Who Is A Carer
You are a Care Giver if you:
• Take care of someone who has a chronic illness, disease or disability
• Manage medications or talk to doctors and nurses on someone’s behalf.
• Help bathe or dress someone who is frail or disabled.
• Take care of household chores, meals, or bills for someone who cannot do these things alone.
The person you care for has the right to make decisions about his or her life. You should respect that right unless your loved one has lost the capacity to make decisions or could put others in danger through his or her behaviour.
In December 2015, the Government passed the Assisted Decision-Making (Capacity) Act. This new Act, when commenced, will have significant implications for people who are caring for someone whose capacity to make decisions may be impaired. The Act provides a statutory framework for individuals who have impaired capacity or may have impaired capacity in the future to make legally-binding agreements to be assisted and supported in making decisions about their welfare and their property and affairs.
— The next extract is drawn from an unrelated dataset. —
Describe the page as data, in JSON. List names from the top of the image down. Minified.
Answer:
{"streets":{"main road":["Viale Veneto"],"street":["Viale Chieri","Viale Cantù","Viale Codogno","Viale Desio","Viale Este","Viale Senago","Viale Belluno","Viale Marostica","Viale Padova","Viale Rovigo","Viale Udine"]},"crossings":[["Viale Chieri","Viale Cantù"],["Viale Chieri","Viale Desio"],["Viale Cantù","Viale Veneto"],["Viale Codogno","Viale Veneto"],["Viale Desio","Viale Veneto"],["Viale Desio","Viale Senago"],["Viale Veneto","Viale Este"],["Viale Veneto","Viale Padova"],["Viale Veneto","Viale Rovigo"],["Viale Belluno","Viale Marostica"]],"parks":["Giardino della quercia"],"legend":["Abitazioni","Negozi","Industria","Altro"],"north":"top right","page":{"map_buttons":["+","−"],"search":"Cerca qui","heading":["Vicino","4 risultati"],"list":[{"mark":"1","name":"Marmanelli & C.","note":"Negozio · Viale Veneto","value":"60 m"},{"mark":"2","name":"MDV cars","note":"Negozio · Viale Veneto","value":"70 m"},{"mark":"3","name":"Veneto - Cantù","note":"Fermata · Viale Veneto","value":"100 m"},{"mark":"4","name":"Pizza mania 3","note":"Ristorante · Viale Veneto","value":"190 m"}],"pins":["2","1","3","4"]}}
The return of an adult child to the home can be stressful for both the parents and the adult child. Often, this homecoming reproduces the earlier joys or struggles that may have occurred before the child became independent. This may result in the early days of such a move being a very emotive experience for both the parent/s and the adult child. It may be prudent for the family to have good support if needed at this time to get the new situation off to a good start.
Parents probably have rules that they want to have respected. But the adult child needs to be treated as an adult, and some rules may presume the wrong kind of dependence.
As parents age, providing care often becomes more difficult. In time, one or both parents may become ill and require care themselves. Alternative care plans and living arrangements should be discussed with the adult child well before such a crisis occurs.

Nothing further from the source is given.